PROBLEM TO WORK ON: When the string "lists" is part of a line in the data below, report the whole line.

PROVIDED INFORMATION:
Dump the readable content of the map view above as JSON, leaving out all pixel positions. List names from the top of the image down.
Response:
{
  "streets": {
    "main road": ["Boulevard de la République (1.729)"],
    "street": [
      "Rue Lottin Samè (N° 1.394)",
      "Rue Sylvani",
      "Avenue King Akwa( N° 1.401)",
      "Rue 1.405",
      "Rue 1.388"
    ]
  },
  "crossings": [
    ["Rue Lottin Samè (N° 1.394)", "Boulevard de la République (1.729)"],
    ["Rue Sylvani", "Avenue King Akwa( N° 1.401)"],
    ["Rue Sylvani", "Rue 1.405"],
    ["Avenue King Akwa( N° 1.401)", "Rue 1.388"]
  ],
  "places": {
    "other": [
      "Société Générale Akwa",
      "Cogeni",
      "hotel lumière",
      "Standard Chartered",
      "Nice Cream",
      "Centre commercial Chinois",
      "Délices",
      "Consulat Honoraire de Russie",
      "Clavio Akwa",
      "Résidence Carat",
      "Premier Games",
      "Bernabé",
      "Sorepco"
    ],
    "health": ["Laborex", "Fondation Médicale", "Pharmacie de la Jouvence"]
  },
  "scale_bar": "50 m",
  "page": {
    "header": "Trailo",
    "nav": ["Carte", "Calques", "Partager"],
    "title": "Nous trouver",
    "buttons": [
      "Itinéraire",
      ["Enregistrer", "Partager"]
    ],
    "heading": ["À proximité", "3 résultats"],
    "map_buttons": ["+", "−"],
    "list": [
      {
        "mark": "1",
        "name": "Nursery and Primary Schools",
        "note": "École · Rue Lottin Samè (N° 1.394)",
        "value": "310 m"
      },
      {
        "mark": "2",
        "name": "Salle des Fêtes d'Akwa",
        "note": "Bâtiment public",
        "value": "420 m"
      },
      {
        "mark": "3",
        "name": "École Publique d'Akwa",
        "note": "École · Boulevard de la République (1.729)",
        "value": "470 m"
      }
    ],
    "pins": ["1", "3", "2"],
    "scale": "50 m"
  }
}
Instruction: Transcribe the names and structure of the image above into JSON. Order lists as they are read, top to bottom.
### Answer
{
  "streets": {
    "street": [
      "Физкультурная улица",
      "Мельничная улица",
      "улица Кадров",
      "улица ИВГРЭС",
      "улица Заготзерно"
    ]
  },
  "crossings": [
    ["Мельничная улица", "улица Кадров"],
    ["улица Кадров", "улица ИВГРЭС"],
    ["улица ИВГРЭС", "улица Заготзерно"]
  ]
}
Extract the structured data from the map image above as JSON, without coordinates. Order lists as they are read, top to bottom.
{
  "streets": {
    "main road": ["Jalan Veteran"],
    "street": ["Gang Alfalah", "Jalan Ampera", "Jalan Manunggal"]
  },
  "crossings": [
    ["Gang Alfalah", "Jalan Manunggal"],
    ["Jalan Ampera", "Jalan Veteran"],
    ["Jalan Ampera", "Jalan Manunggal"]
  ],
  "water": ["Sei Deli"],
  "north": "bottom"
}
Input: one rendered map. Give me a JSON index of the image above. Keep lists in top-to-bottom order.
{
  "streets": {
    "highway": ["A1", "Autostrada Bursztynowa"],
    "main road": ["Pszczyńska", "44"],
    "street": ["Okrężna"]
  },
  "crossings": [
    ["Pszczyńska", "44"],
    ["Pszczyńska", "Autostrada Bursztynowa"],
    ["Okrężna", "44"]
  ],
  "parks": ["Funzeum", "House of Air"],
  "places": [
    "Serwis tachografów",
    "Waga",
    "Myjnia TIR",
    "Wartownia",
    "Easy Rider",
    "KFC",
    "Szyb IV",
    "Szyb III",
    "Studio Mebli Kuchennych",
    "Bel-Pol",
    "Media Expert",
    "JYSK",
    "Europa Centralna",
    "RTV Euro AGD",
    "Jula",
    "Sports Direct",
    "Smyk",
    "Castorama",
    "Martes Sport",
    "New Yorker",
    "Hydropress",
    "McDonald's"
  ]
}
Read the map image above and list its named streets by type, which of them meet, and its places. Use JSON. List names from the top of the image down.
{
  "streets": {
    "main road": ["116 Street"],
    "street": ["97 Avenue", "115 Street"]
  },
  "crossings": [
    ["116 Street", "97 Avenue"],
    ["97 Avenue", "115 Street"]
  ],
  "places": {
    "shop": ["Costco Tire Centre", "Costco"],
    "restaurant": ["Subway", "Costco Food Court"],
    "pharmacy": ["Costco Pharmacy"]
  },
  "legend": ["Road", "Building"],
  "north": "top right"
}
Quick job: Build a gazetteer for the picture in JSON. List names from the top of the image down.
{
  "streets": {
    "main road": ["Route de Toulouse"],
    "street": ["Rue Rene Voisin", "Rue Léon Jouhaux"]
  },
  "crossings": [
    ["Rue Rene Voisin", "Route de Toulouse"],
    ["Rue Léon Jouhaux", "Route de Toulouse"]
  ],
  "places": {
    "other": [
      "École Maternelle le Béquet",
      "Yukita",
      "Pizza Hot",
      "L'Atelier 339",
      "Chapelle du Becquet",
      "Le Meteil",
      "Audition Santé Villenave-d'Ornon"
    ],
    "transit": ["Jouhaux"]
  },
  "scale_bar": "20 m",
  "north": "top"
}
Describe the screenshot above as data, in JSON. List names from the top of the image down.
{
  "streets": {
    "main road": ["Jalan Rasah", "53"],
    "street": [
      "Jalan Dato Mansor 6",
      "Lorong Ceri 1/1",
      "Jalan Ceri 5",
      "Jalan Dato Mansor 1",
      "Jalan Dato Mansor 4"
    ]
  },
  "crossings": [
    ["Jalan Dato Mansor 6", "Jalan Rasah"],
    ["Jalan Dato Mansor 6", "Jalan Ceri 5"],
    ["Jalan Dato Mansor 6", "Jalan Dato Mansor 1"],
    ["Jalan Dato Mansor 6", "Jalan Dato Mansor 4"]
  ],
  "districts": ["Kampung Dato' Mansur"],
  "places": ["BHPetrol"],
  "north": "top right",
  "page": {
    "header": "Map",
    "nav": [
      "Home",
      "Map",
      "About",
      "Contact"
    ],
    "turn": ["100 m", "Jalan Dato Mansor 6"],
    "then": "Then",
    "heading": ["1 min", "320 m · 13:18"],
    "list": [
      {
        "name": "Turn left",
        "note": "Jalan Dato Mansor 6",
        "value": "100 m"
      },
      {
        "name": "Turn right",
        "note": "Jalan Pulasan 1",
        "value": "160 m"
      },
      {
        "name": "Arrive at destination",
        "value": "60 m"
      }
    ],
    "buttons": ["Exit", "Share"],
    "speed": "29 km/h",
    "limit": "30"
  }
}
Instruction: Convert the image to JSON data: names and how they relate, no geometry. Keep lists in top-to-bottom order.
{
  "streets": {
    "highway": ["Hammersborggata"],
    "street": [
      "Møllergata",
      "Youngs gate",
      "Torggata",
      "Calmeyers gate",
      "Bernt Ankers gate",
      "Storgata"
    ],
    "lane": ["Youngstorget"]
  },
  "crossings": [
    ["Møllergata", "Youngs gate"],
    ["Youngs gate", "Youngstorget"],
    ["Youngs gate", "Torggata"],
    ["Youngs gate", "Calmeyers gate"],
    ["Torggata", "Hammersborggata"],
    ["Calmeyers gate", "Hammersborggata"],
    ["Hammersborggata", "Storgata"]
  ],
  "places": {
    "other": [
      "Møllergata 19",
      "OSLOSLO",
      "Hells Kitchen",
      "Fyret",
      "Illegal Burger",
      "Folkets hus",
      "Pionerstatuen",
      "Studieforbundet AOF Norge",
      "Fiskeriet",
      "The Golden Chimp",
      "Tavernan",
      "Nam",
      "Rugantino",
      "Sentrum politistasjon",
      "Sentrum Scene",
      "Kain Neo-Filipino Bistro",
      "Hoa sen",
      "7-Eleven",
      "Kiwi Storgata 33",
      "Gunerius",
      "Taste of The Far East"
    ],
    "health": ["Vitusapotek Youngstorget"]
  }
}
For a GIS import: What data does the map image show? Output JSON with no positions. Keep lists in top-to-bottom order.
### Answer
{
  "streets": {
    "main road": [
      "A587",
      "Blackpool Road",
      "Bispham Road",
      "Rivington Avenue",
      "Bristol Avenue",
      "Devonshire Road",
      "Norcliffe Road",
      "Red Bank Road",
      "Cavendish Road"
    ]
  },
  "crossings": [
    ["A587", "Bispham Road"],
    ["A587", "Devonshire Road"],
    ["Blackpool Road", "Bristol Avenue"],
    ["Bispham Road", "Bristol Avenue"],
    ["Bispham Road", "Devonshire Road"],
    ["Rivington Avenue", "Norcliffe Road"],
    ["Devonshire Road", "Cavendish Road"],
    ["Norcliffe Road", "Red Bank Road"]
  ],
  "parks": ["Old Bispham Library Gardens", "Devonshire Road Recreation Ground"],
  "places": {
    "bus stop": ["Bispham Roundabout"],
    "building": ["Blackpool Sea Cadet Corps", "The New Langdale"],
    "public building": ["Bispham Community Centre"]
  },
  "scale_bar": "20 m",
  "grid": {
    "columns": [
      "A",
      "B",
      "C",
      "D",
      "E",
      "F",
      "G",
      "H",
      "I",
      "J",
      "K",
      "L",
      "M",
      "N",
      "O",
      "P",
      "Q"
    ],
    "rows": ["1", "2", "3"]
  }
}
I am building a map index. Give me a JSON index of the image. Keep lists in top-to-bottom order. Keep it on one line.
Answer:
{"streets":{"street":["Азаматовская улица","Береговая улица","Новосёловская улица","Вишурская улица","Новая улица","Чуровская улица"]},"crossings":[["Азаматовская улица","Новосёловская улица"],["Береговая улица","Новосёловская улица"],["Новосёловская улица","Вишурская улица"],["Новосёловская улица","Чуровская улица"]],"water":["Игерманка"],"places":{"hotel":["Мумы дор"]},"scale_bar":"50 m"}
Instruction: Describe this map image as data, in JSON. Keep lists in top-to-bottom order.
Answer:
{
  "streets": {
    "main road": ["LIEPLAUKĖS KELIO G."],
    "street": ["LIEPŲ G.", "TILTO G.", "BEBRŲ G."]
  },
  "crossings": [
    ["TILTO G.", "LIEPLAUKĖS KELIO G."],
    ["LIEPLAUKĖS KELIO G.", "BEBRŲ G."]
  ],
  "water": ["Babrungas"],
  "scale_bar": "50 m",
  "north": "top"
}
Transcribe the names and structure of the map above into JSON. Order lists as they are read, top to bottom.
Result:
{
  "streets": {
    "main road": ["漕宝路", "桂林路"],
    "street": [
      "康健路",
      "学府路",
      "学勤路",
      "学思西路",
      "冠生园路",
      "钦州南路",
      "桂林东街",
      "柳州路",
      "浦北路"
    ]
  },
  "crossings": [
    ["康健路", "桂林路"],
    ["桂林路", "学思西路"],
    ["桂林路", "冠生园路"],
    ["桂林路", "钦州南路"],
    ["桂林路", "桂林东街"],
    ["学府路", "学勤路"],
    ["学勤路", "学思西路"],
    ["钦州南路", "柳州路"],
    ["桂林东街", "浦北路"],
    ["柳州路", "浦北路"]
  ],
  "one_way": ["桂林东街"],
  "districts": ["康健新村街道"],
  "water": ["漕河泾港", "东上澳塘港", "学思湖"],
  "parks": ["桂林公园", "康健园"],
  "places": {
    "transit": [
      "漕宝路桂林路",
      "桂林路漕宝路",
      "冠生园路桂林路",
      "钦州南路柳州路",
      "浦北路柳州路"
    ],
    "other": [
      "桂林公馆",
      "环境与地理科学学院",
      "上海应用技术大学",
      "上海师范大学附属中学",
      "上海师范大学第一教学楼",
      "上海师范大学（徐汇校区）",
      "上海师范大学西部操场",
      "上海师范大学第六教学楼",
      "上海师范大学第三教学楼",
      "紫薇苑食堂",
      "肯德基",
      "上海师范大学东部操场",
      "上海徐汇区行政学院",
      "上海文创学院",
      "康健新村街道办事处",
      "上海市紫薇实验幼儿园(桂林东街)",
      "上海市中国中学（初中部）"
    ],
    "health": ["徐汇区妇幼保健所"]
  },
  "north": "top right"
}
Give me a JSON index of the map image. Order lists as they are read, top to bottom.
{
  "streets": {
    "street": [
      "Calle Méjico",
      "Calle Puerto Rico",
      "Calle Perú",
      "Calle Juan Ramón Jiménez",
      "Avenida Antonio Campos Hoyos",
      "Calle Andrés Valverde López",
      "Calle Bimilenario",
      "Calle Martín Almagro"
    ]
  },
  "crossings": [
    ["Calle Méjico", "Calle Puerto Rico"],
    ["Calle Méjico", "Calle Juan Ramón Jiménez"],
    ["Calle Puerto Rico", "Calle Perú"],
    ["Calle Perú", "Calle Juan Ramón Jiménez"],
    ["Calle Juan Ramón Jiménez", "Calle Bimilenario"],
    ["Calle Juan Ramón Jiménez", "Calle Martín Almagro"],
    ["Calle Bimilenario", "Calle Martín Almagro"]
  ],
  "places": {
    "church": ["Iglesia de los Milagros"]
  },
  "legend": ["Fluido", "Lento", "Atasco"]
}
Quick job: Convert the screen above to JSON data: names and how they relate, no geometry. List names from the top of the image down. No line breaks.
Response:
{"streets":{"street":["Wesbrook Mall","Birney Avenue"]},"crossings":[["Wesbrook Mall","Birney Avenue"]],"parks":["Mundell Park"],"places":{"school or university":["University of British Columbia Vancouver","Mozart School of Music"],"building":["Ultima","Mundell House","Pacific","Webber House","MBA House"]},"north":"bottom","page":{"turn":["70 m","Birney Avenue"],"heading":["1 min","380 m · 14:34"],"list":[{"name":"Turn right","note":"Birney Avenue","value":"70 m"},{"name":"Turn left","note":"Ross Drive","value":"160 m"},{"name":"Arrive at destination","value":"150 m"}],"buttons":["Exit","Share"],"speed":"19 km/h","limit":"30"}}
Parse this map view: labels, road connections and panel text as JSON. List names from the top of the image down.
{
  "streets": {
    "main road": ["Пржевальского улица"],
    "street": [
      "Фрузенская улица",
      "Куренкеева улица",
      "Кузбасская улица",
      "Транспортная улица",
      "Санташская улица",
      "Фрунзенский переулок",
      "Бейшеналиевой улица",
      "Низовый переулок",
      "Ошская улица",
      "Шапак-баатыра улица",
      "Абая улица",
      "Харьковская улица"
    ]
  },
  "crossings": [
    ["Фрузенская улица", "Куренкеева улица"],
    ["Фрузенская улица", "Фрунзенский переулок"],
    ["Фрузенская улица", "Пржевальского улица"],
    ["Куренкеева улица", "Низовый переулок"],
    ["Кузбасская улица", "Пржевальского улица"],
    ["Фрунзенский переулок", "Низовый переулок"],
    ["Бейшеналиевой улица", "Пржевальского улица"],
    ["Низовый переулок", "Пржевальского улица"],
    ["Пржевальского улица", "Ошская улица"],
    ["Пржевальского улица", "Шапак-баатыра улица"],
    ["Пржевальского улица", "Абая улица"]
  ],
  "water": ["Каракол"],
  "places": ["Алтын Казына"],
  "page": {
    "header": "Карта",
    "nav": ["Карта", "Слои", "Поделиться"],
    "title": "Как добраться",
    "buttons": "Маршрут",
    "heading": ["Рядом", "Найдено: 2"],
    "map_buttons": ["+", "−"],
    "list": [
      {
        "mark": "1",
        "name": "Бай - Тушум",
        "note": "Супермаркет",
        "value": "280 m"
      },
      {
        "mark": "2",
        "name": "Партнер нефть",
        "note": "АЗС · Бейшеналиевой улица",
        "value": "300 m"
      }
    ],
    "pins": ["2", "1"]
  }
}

EXERCISE RESULT:
Instruction: Transcribe the names and structure of the image above into JSON. Order lists as they are read, top to bottom.
Extract the structured data from the map image above as JSON, without coordinates. Order lists as they are read, top to bottom.
Input: one rendered map. Give me a JSON index of the image above. Keep lists in top-to-bottom order.
Instruction: Convert the image to JSON data: names and how they relate, no geometry. Keep lists in top-to-bottom order.
For a GIS import: What data does the map image show? Output JSON with no positions. Keep lists in top-to-bottom order.
I am building a map index. Give me a JSON index of the image. Keep lists in top-to-bottom order. Keep it on one line.
Instruction: Describe this map image as data, in JSON. Keep lists in top-to-bottom order.
Transcribe the names and structure of the map above into JSON. Order lists as they are read, top to bottom.
Give me a JSON index of the map image. Order lists as they are read, top to bottom.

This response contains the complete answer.